- Born: Mary Murdock Gow July 25, 1859 Dixon, Illinois, U.S.
- Died: June 25, 1947 (aged 87)
- Other name: "Minnie"
- Education: Washington Female Seminary
- Occupation: poet
- Spouse: Edgar Douglas Walsworth ​ ​(m. 1891)​
- Writing career
- Notable work: "Luaine"

= Minnie Gow Walsworth =

American poet (1859–1947)

Minnie Gow Walsworth (July 25, 1859 – June 25, 1947) was an American poet from Illinois. She came from a family of literary and professional pursuits, and began writing poetry before the age of ten. She was a prolific contributor to various periodicals and newspapers throughout her career. Walsworth was also the author of the poem "Luaine", which was considered her most mature and careful work.

==Biography==
Mary Murdock Gow was born in Dixon, Illinois, July 25, 1859. Her family was one of the earliest to settle in western Pennsylvania. Her family's ancestors included people of literary and professional pursuits. Her grandfather, John L. Gow, of Washington, Pennsylvania, was a writer of poetry and prose. Her father, Alex M. Gow, was a prominent educator and editor in Pennsylvania and Indiana. He was the author of "Good Morals and Gentle Manners," a book used in the public schools of the U.S.

Before Minnie was ten years of age, her poetic productions were numerous and showed a precocious imagination and unusual grace of expression.
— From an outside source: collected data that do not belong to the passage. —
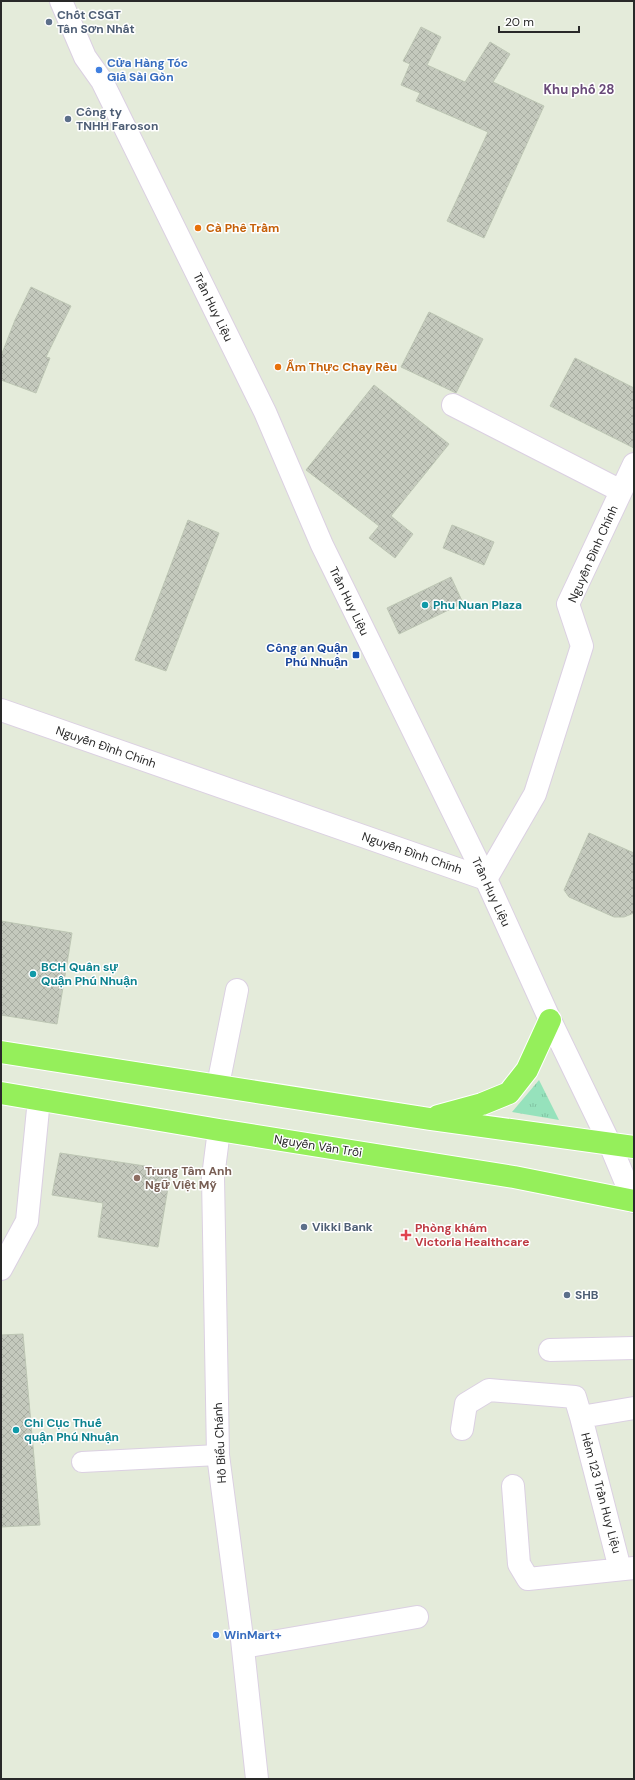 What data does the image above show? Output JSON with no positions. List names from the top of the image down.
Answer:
{
  "streets": {
    "main road": ["Nguyễn Văn Trỗi"],
    "street": [
      "Trần Huy Liệu",
      "Nguyễn Đình Chính",
      "Hồ Biểu Chánh",
      "Hẻm 123 Trần Huy Liệu"
    ]
  },
  "crossings": [
    ["Trần Huy Liệu", "Nguyễn Đình Chính"],
    ["Trần Huy Liệu", "Nguyễn Văn Trỗi"],
    ["Nguyễn Văn Trỗi", "Hồ Biểu Chánh"]
  ],
  "districts": ["Khu phố 28"],
  "places": {
    "other": [
      "Chốt CSGT Tân Sơn Nhất",
      "Cửa Hàng Tóc Giả Sài Gòn",
      "Công ty TNHH Faroson",
      "Cà Phê Trầm",
      "Ẩm Thực Chay Rêu",
      "Phu Nuan Plaza",
      "BCH Quân sự Quận Phú Nhuận",
      "Trung Tâm Anh Ngữ Việt Mỹ",
      "Vikki Bank",
      "SHB",
      "Chi Cục Thuế quận Phú Nhuận",
      "WinMart+"
    ],
    "transit": ["Công an Quận Phú Nhuận"],
    "health": ["Phòng khám Victoria Healthcare"]
  },
  "scale_bar": "20 m"
} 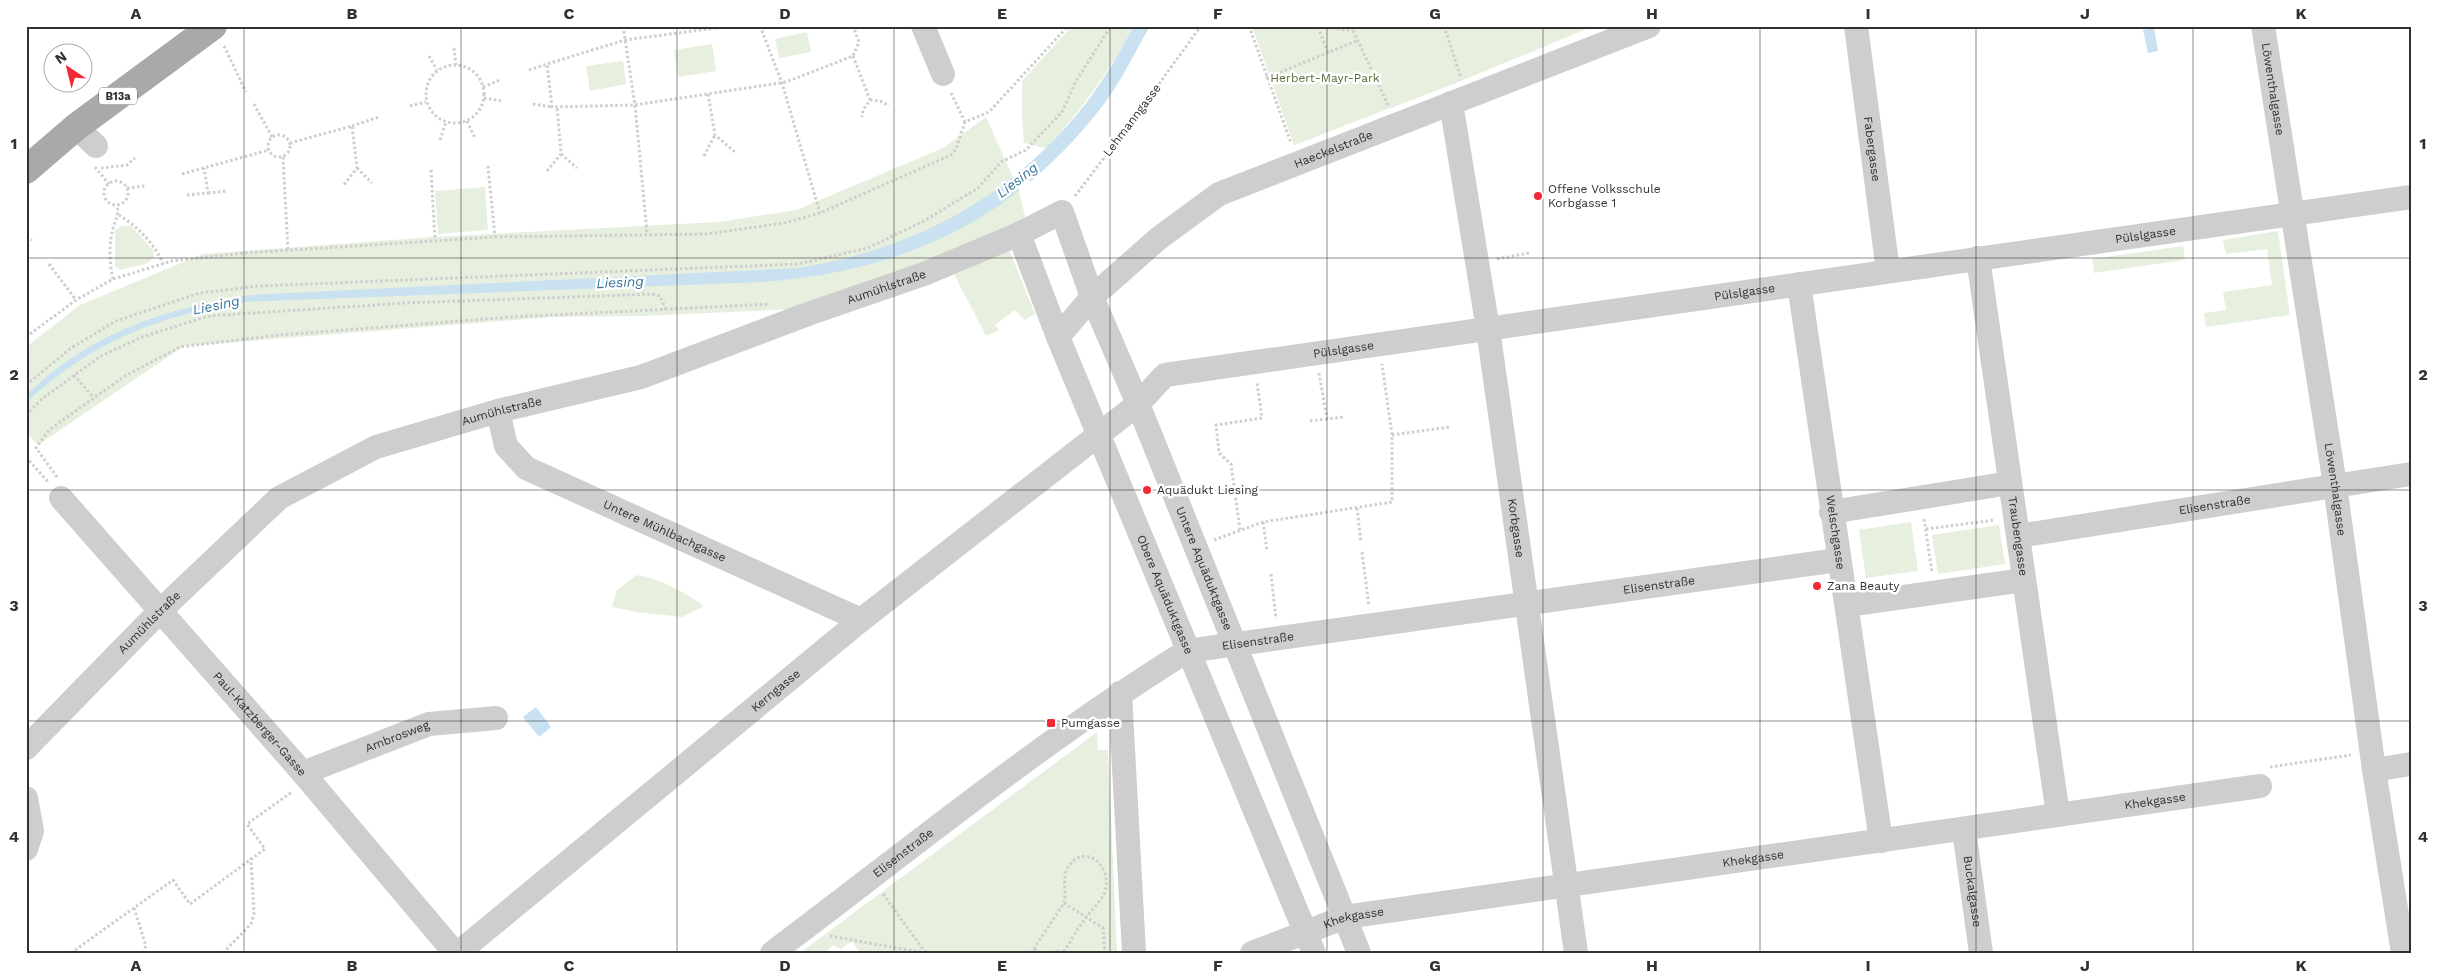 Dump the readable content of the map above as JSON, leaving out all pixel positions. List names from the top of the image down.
{
  "streets": {
    "main road": ["B13a"],
    "street": [
      "Löwenthalgasse",
      "Haeckelstraße",
      "Fabergasse",
      "Pülslgasse",
      "Aumühlstraße",
      "Elisenstraße",
      "Korbgasse",
      "Untere Mühlbachgasse",
      "Welschgasse",
      "Traubengasse",
      "Untere Aquäduktgasse",
      "Obere Aquäduktgasse",
      "Kerngasse",
      "Paul-Katzberger-Gasse",
      "Ambrosweg",
      "Khekgasse",
      "Buckalgasse"
    ],
    "path": ["Lehmanngasse"]
  },
  "crossings": [
    ["Löwenthalgasse", "Pülslgasse"],
    ["Löwenthalgasse", "Elisenstraße"],
    ["Lehmanngasse", "Aumühlstraße"],
    ["Lehmanngasse", "Untere Aquäduktgasse"],
    ["Haeckelstraße", "Korbgasse"],
    ["Haeckelstraße", "Untere Aquäduktgasse"],
    ["Haeckelstraße", "Obere Aquäduktgasse"],
    ["Fabergasse", "Pülslgasse"],
    ["Pülslgasse", "Korbgasse"],
    ["Pülslgasse", "Welschgasse"],
    ["Pülslgasse", "Traubengasse"],
    ["Pülslgasse", "Untere Aquäduktgasse"],
    ["Pülslgasse", "Obere Aquäduktgasse"],
    ["Pülslgasse", "Kerngasse"],
    ["Aumühlstraße", "Untere Mühlbachgasse"],
    ["Aumühlstraße", "Untere Aquäduktgasse"],
    ["Aumühlstraße", "Obere Aquäduktgasse"],
    ["Aumühlstraße", "Paul-Katzberger-Gasse"],
    ["Elisenstraße", "Korbgasse"],
    ["Elisenstraße", "Welschgasse"],
    ["Elisenstraße", "Traubengasse"],
    ["Elisenstraße", "Untere Aquäduktgasse"],
    ["Elisenstraße", "Obere Aquäduktgasse"],
    ["Korbgasse", "Khekgasse"],
    ["Untere Mühlbachgasse", "Kerngasse"],
    ["Welschgasse", "Khekgasse"],
    ["Traubengasse", "Khekgasse"],
    ["Untere Aquäduktgasse", "Khekgasse"],
    ["Obere Aquäduktgasse", "Kerngasse"],
    ["Obere Aquäduktgasse", "Khekgasse"],
    ["Kerngasse", "Paul-Katzberger-Gasse"],
    ["Paul-Katzberger-Gasse", "Ambrosweg"],
    ["Khekgasse", "Buckalgasse"]
  ],
  "water": ["Liesing"],
  "parks": ["Herbert-Mayr-Park"],
  "places": {
    "other": ["Offene Volksschule Korbgasse 1", "Aquädukt Liesing", "Zana Beauty"],
    "transit": ["Pumgasse"]
  },
  "north": "top left",
  "grid": {
    "columns": [
      "A",
      "B",
      "C",
      "D",
      "E",
      "F",
      "G",
      "H",
      "I",
      "J",
      "K"
    ],
    "rows": [
      "1",
      "2",
      "3",
      "4"
    ]
  }
} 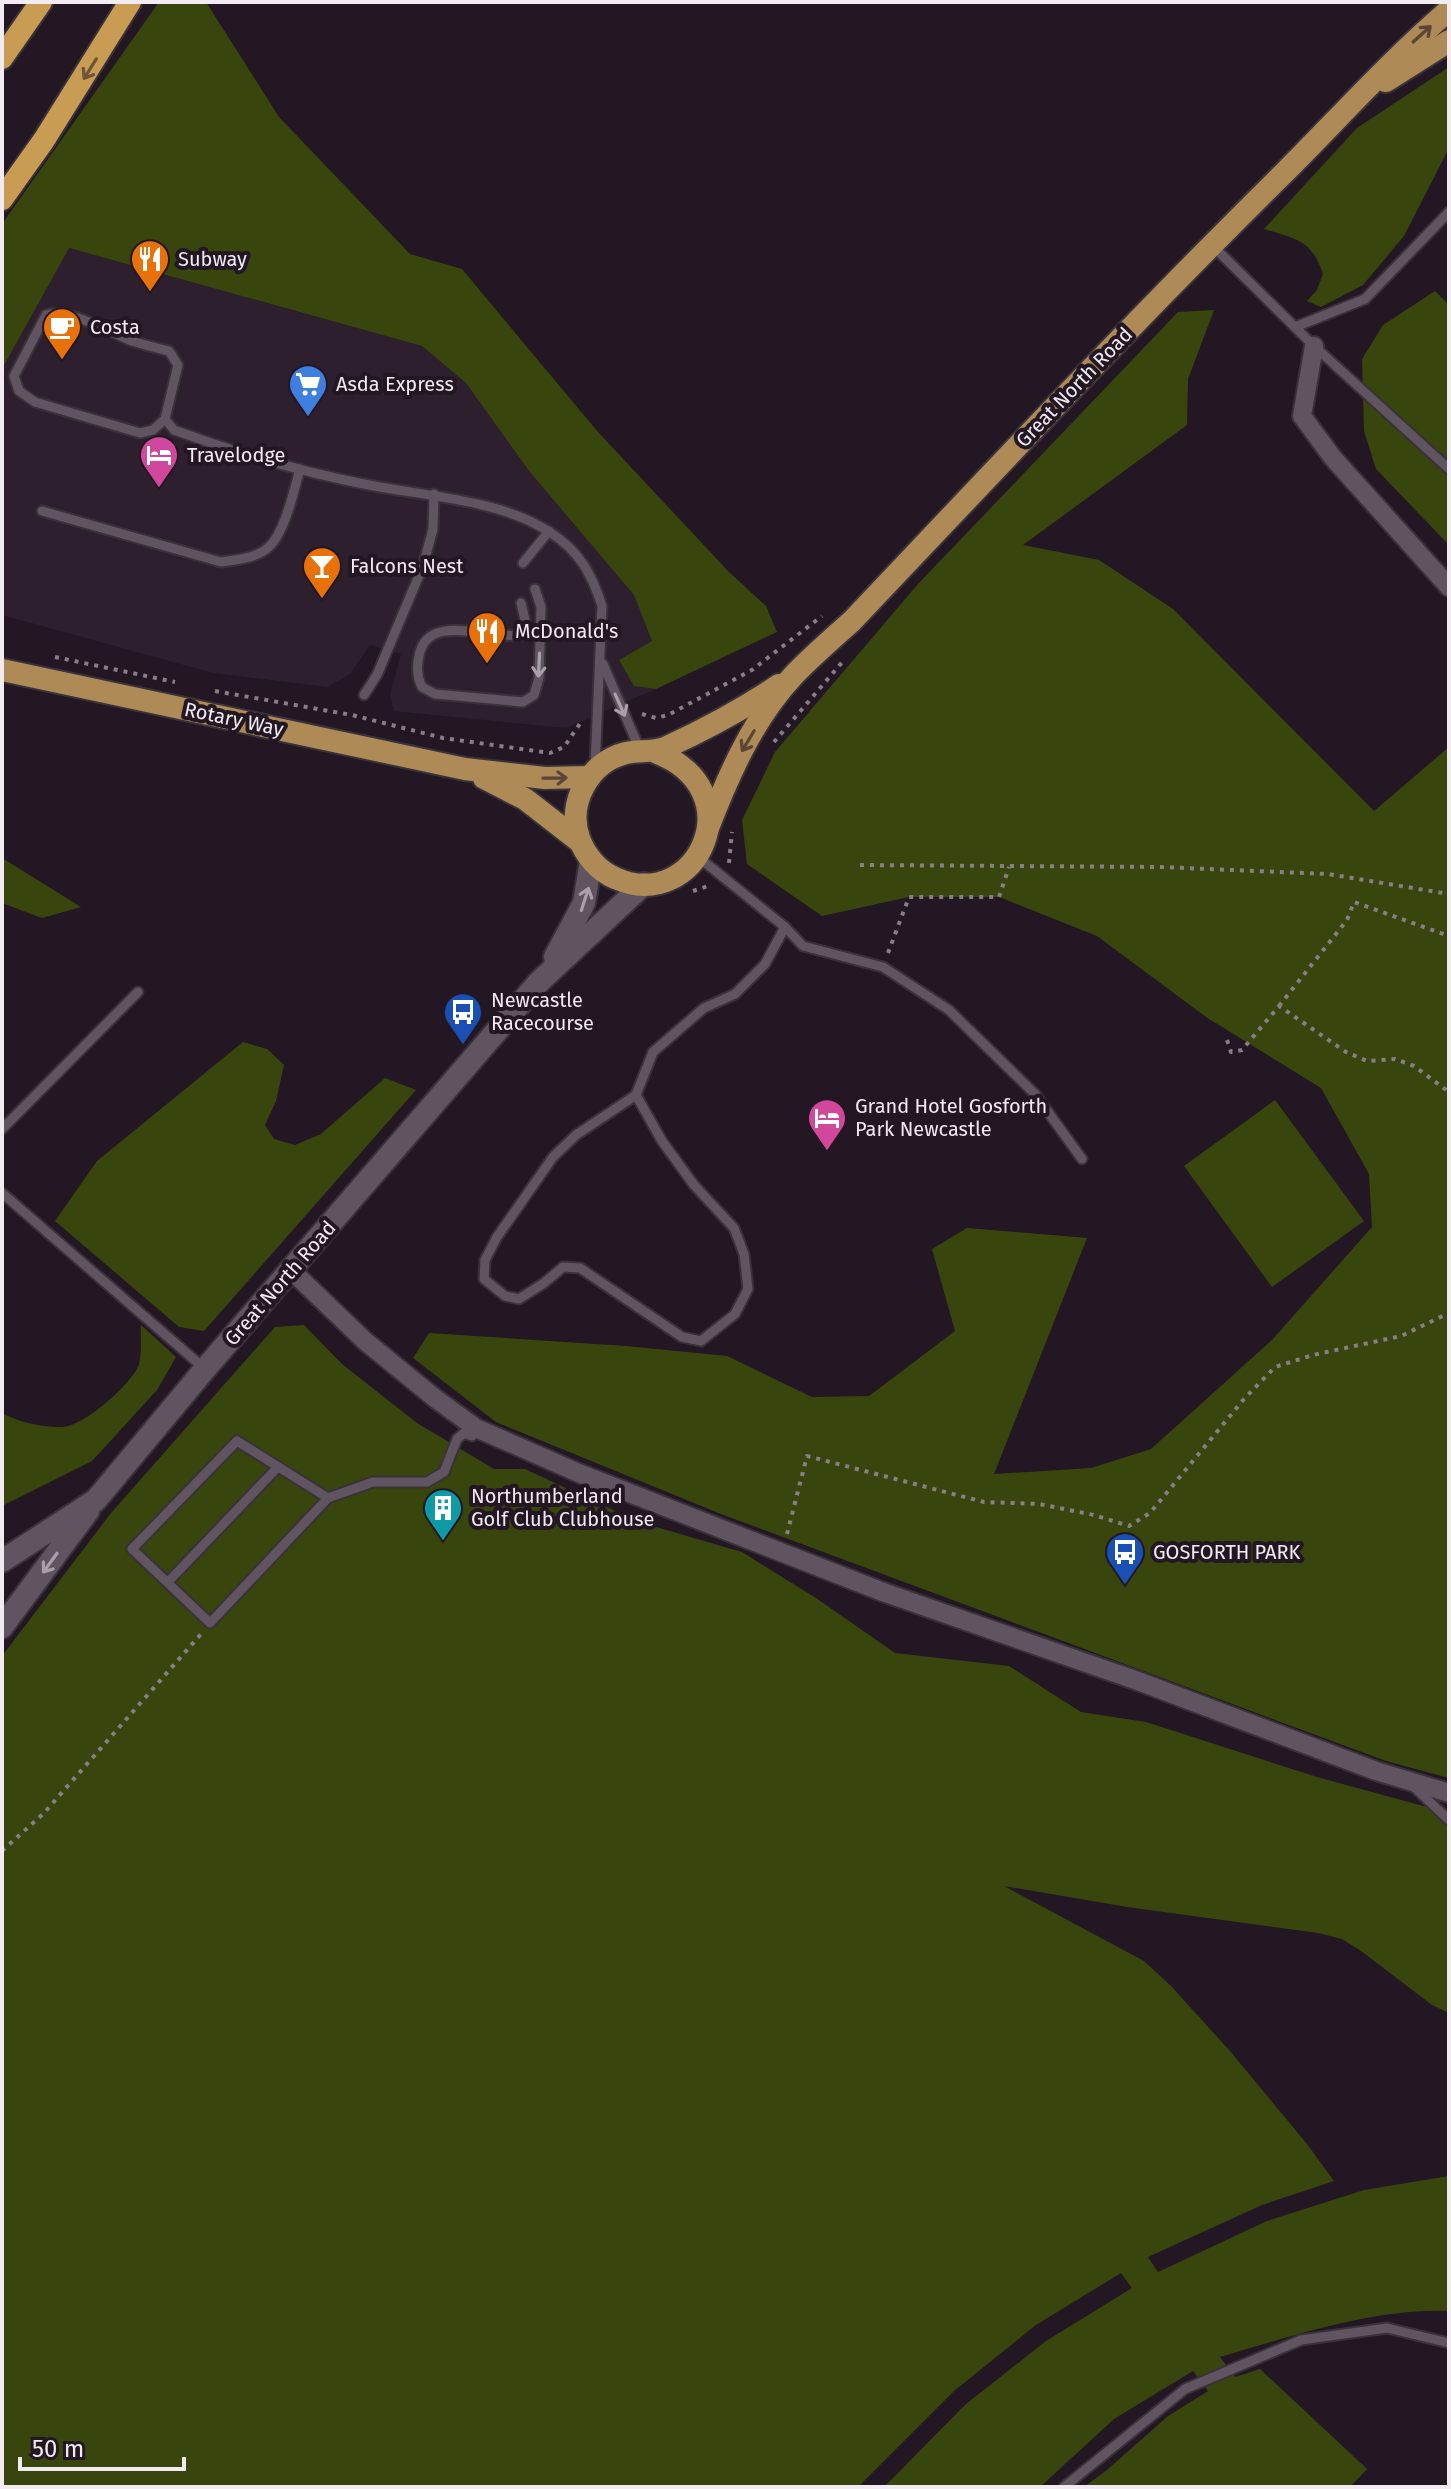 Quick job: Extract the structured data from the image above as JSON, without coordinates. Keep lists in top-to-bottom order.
{
  "streets": {
    "main road": ["Great North Road", "Rotary Way"]
  },
  "crossings": [
    ["Great North Road", "Rotary Way"]
  ],
  "places": {
    "restaurant": ["Subway", "McDonald's"],
    "cafe": ["Costa"],
    "supermarket": ["Asda Express"],
    "hotel": ["Travelodge", "Grand Hotel Gosforth Park Newcastle"],
    "bar": ["Falcons Nest"],
    "bus stop": ["Newcastle Racecourse", "GOSFORTH PARK"],
    "building": ["Northumberland Golf Club Clubhouse"]
  },
  "scale_bar": "50 m"
}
Minnie's sister, Sybil, was also a poet.

Walsworth was a graduate of Washington Female Seminary.

On December 4, 1891, she married Edgar Douglas Walsworth, of Fontanelle, Iowa, to which place she had removed with her family a few years previous.

She was a contributor to the New York Independent, Interior, St. Nicholas Wide Awake, Literary Life, Presbyterian Banner, and other periodicals.

Her works appeared in several newspapers, such as Iowa County Democrat, Los Angeles Herald. News-Journal, "Luaine", a poem, contained her most mature and careful work.

Minnie Gow Walsworth died June 25, 1947.